Translation is the process by which the genetic code carried by mRNA is decoded by the ribosome to synthesize a polypeptide chain with a specific amino acid sequence. It is the final step in the central dogma of molecular biology.

The Genetic Code

The genetic code maps each three-nucleotide codon to one of twenty amino acids or a stop signal. Of the 64 possible codons, 61 specify amino acids and three are stop codons. The code is degenerate, with most amino acids encoded by multiple codons that typically share the first two bases. The code is read without overlap or punctuation in the 5-prime to 3-prime direction. The nearly universal nature of the genetic code supports the common ancestry of all life, with only minor variations found in mitochondria and some protozoa.

Aminoacyl-tRNA Synthesis

Translation requires that each amino acid be attached to its corresponding tRNA. Aminoacyl-tRNA synthetases catalyze this two-step reaction. First, the amino acid reacts with ATP to form an aminoacyl-AMP intermediate. Second, the activated amino acid is transferred to the 3-prime end of the tRNA. There is at least one synthetase for each amino acid, and each synthetase must discriminate between its correct amino acid and tRNA substrates. Editing mechanisms hydrolyze mischarged tRNAs, maintaining a high fidelity of about one error in 10,000.

Ribosome Structure

The ribosome is a large ribonucleoprotein complex composed of two subunits. The small subunit binds mRNA and provides the decoding center where codon-anticodon pairing is monitored. The large subunit contains the peptidyl transferase center, where peptide bond formation occurs, and the exit tunnel through which the nascent polypeptide emerges. Ribosomal RNA constitutes about two-thirds of the ribosome mass and is responsible for both decoding and catalysis. The 23S rRNA of the large subunit catalyzes peptide bond formation, making the ribosome a ribozyme.

Translation Initiation

Initiation establishes the reading frame by positioning the ribosome at the start codon, usually AUG encoding methionine. In bacteria, the Shine-Dalgarno sequence upstream of the start codon base-pairs with 16S rRNA. Initiation factors IF1, IF2, and IF3 assemble the 30S subunit, mRNA, and initiator fMet-tRNA, and the 50S subunit joins upon GTP hydrolysis.

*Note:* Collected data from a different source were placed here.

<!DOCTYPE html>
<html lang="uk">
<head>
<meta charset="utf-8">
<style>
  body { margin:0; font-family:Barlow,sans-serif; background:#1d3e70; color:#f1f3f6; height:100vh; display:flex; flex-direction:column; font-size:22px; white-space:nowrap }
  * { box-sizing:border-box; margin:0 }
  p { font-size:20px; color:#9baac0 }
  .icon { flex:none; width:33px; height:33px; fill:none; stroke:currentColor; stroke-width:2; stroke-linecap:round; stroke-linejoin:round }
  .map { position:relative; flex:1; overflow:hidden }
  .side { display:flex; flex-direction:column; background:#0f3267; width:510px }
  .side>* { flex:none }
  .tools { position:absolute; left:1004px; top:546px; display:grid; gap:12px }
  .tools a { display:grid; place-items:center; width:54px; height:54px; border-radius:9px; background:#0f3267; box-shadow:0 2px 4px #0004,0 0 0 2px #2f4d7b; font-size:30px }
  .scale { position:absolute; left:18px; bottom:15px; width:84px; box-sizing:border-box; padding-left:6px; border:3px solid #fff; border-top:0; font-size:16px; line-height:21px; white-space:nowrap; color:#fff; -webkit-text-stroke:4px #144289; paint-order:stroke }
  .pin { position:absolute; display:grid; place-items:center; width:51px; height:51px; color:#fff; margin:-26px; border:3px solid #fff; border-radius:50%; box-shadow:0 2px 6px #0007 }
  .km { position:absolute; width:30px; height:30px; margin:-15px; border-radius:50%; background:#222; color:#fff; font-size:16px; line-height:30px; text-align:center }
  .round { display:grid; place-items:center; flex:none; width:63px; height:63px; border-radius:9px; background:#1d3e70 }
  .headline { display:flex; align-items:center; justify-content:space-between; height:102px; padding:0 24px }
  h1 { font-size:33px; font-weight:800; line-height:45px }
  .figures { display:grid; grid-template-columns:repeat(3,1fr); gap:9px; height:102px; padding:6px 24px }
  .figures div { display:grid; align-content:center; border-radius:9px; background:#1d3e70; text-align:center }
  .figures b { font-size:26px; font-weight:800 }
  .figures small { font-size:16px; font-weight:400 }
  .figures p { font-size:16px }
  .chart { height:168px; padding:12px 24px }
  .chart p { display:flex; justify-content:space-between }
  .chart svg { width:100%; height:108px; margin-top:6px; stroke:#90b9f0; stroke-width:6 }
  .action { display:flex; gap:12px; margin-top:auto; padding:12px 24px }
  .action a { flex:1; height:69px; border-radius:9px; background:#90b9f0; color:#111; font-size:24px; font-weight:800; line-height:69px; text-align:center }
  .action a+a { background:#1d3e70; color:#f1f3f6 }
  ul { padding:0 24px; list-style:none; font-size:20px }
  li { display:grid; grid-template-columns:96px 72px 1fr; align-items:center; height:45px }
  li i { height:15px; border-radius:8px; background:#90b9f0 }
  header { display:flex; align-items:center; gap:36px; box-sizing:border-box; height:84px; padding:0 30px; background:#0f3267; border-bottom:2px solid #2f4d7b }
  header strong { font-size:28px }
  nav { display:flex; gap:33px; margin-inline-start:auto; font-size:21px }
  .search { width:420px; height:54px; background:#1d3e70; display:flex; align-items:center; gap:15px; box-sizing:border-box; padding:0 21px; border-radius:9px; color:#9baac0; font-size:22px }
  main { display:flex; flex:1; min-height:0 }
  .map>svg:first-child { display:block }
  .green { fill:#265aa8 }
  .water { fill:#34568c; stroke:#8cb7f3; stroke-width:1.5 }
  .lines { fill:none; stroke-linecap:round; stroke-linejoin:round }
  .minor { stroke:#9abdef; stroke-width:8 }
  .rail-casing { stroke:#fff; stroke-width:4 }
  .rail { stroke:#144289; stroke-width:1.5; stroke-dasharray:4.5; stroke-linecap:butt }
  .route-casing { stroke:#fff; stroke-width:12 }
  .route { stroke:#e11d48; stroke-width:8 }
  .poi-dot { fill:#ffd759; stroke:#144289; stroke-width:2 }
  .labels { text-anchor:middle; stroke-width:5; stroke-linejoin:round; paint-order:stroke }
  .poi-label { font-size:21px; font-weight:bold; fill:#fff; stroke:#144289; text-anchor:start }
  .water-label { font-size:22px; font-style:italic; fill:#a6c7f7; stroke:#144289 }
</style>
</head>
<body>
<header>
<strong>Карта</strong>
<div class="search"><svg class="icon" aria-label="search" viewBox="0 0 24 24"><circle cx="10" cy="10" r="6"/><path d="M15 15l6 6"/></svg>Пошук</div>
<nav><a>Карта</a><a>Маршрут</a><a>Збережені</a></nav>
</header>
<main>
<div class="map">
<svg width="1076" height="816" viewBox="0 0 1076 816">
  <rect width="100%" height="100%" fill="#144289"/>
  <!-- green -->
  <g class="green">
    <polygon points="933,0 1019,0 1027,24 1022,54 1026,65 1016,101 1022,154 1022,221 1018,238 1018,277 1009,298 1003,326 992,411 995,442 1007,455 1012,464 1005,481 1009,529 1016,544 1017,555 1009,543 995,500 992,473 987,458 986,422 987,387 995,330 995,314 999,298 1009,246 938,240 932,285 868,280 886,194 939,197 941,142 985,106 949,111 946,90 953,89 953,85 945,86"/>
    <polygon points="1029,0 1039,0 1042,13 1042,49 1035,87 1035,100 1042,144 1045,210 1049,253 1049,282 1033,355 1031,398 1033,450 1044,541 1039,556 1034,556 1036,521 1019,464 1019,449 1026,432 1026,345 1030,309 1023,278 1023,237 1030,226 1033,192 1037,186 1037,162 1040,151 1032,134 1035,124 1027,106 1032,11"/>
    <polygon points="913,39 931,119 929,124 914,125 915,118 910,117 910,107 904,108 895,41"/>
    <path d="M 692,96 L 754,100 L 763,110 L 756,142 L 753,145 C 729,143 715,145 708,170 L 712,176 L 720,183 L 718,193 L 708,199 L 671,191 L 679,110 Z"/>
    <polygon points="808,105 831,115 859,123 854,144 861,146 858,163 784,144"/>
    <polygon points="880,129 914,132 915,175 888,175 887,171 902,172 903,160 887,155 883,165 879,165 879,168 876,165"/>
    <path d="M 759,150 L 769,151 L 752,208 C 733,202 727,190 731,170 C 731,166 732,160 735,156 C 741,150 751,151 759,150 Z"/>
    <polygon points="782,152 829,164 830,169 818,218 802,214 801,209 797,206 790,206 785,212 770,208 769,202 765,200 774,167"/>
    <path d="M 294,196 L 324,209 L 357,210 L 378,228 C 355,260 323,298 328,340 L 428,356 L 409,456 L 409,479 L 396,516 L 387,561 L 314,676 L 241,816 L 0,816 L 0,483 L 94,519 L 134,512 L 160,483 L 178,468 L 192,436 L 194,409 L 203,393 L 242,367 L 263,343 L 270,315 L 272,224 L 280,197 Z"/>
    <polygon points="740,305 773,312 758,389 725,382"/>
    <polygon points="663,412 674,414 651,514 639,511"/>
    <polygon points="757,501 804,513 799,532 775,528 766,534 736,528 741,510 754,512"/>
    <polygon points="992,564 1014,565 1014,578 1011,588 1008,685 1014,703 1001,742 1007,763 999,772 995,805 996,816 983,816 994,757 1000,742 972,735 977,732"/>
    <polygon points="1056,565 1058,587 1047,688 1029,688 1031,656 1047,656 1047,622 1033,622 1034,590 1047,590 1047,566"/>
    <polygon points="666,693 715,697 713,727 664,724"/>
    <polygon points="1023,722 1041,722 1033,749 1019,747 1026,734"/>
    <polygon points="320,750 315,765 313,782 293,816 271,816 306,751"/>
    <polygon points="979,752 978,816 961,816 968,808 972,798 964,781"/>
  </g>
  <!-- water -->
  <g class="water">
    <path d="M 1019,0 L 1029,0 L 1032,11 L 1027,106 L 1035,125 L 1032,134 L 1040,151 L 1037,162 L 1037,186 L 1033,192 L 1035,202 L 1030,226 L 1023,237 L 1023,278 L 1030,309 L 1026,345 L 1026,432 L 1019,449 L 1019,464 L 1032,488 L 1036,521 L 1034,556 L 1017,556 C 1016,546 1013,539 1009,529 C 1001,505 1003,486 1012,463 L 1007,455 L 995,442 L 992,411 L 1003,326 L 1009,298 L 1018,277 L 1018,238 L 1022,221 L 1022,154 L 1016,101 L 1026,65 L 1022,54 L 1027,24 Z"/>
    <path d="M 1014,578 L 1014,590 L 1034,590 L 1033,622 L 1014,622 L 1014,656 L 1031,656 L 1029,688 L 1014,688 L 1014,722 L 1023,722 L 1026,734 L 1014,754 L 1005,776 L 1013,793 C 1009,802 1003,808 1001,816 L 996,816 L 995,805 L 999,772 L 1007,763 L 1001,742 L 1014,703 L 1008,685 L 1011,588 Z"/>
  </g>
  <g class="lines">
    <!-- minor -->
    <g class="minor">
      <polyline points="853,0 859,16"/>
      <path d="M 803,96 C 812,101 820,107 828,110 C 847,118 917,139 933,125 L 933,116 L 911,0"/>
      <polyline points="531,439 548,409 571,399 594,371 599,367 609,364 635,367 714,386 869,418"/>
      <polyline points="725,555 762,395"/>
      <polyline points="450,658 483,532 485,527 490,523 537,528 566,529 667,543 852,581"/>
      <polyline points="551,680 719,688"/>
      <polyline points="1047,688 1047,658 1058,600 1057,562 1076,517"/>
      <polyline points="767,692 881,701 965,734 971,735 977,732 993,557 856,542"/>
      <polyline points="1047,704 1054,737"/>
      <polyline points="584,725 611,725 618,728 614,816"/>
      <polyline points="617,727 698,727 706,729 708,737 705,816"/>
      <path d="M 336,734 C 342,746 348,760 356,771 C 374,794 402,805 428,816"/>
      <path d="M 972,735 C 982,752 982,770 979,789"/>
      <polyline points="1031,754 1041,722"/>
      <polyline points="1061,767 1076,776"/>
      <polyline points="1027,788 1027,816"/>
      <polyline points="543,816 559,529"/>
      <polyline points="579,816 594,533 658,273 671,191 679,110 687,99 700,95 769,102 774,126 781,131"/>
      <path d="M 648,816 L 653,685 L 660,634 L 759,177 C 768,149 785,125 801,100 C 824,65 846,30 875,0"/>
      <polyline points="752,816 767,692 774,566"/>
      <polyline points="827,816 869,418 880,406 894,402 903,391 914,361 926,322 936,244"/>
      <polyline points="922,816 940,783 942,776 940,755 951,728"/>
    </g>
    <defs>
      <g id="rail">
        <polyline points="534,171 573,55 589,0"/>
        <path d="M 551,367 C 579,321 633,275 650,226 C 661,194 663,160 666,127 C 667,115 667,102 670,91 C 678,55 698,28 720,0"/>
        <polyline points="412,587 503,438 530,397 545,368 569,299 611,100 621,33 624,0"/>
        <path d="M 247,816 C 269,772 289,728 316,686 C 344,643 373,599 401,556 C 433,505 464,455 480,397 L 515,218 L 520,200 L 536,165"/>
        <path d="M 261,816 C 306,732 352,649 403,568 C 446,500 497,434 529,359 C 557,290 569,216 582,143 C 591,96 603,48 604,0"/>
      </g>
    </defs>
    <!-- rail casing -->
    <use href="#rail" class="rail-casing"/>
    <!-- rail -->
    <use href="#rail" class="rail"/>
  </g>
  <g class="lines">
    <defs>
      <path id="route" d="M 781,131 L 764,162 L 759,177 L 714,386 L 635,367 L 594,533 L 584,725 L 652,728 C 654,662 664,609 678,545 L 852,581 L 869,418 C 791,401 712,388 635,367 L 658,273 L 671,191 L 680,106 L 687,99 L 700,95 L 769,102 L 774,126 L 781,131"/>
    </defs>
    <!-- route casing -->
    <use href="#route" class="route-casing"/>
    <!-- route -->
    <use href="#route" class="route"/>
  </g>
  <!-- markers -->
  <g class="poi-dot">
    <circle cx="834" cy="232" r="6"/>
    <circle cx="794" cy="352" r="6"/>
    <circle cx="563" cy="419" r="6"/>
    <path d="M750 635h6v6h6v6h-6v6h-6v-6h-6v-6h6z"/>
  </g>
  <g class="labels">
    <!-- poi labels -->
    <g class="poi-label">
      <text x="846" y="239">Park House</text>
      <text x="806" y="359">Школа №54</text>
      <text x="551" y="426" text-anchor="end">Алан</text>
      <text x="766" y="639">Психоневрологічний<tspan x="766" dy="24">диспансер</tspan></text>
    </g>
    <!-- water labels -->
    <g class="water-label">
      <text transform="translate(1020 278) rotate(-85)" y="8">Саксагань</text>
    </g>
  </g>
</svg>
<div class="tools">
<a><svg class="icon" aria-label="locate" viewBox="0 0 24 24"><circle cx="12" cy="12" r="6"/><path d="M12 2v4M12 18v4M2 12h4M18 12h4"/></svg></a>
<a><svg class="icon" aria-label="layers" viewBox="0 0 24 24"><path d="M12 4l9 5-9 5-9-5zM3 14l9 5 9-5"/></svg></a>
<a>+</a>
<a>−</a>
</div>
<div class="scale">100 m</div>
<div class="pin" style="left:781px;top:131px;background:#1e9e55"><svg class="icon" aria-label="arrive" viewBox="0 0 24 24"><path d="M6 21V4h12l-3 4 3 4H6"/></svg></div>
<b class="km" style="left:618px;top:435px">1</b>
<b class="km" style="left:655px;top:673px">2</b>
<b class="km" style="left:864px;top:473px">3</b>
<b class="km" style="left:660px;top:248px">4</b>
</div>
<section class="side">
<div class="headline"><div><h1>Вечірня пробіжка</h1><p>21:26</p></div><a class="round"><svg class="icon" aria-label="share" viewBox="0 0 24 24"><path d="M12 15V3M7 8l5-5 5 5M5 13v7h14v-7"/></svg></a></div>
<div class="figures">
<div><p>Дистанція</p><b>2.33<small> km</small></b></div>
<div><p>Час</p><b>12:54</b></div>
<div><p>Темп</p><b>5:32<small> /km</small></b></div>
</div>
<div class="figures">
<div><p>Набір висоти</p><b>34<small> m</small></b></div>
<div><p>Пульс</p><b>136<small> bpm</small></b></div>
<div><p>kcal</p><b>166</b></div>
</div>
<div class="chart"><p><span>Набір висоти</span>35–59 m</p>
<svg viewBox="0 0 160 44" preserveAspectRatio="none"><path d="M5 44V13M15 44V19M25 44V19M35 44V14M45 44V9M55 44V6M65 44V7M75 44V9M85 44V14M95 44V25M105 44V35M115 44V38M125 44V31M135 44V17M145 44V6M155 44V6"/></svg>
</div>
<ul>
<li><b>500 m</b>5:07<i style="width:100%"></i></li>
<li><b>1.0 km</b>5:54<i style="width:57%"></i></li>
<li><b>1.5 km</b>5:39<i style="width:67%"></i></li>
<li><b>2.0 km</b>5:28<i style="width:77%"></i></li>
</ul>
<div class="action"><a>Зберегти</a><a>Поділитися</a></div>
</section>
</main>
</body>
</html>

Eukaryotic initiation is more complex. The cap-binding complex eIF4F recognizes the 5-prime cap, and the 40S subunit with initiator Met-tRNA scans along the mRNA until it reaches the first AUG in a favorable Kozak context. Over a dozen initiation factors coordinate this process, with eIF2-GTP delivering the initiator tRNA. Phosphorylation of eIF2-alpha is a major regulatory mechanism that globally inhibits translation during stress.

Elongation

Elongation proceeds through repeated cycles of aminoacyl-tRNA binding, peptide bond formation, and translocation. Elongation factor EF-Tu in bacteria, or eEF1A in eukaryotes, delivers aminoacyl-tRNA to the A site in a GTP-dependent manner. Correct codon-anticodon pairing triggers GTP hydrolysis and release of the factor. The peptidyl transferase center catalyzes the transfer of the growing peptide chain from the P site tRNA to the aminoacyl-tRNA in the A site. EF-G/eEF2 promotes translocation, moving the ribosome three nucleotides along the mRNA.

Termination

Termination occurs when a stop codon enters the A site. Release factors recognize stop codons and trigger hydrolysis of the peptidyl-tRNA bond. In bacteria, RF1 recognizes UAA and UAG, while RF2 recognizes UAA and UGA. Eukaryotes use eRF1, which recognizes all three stop codons, in complex with eRF3. The ribosome then disassembles with the help of ribosome recycling factors.

Post-Translational Events

The newly synthesized polypeptide undergoes folding, often assisted by chaperones. Signal sequences target proteins to specific cellular locations, including the endoplasmic reticulum, mitochondria, or nucleus. Co-translational translocation delivers secreted and membrane proteins to the ER as they are synthesized. Numerous modifications may occur, including proteolytic cleavage, phosphorylation, glycosylation, and disulfide bond formation, before the protein reaches its final functional form.